The term equity release refers to a financial product where individuals who own assets with capital value such as a house can access a stream of income or a lump sum of cash by leveraging the value of the property. The catch in this product is that the financier, or income provider, will be repaid at a later time, more often after the passing of the property owner.
Equity release is specifically designed for elderly citizens over the age of 55 who have no intention of leaving their real estate to an heir when they pass on. They can use an equity release financial plan to retire in comfort and dignity – or access huge sums of money for personal or business use – and never have to worry about paying back. In other countries including the United States, Canada, and Australia, equity release is known as reverse mortgage.
There are two types of equity release financial products:
This is when the homeowner sells a part of or the entire home to a reversion provider for regular payments or a lump sum payment.

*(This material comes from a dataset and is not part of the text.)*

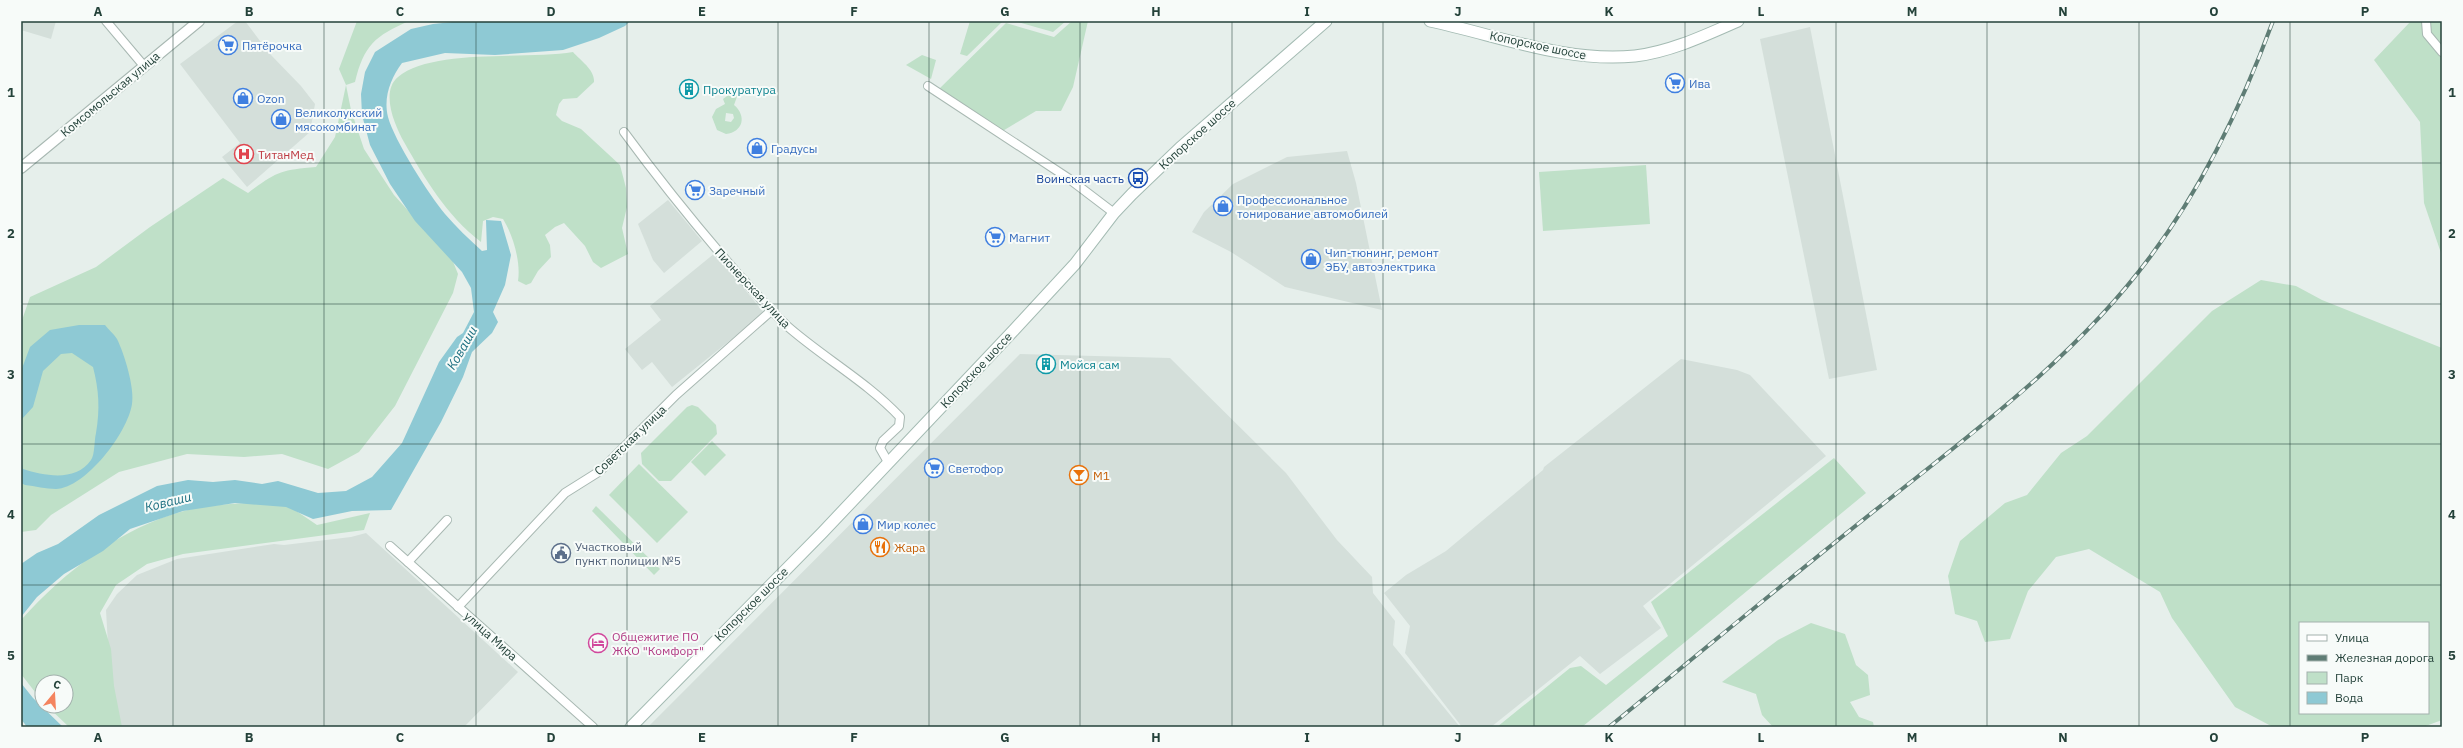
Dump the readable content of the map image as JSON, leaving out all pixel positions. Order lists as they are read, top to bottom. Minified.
{"streets":{"main road":["Копорское шоссе"],"street":["Комсомольская улица","Пионерская улица","Советская улица","улица Мира"]},"crossings":[["Копорское шоссе","Пионерская улица"],["Пионерская улица","Советская улица"],["Советская улица","улица Мира"]],"water":["Коваши"],"places":{"supermarket":["Пятёрочка","Ива","Заречный","Магнит","Светофор"],"building":["Прокуратура","Мойся сам"],"shop":["Ozon","Великолукский мясокомбинат","Градусы","Профессиональное тонирование автомобилей","Чип-тюнинг, ремонт ЭБУ, автоэлектрика","Мир колес"],"hospital":["ТитанМед"],"bus stop":["Воинская часть"],"bar":["М1"],"restaurant":["Жара"],"public building":["Участковый пункт полиции №5"],"hotel":["Общежитие ПО ЖКО \"Комфорт\""]},"legend":["Улица","Железная дорога","Парк","Вода"],"north":"top","grid":{"columns":["A","B","C","D","E","F","G","H","I","J","K","L","M","N","O","P"],"rows":["1","2","3","4","5"]}}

They will however continue to live in the property rent free until they die but must agree to insure and maintain the property.
In this case, the homeowner takes out a mortgage secured on their main residence property while retaining the property ownership. They have the option to let the interest roll-up or make repayments of the loan amount and accrued interest.
Equity release is an ideal product for retirees with limited options on what to do with their homes or property after they die. Note, however, that it is not the ideal financial product for all people; there are specific requirements that an applicant must meet to qualify for equity release.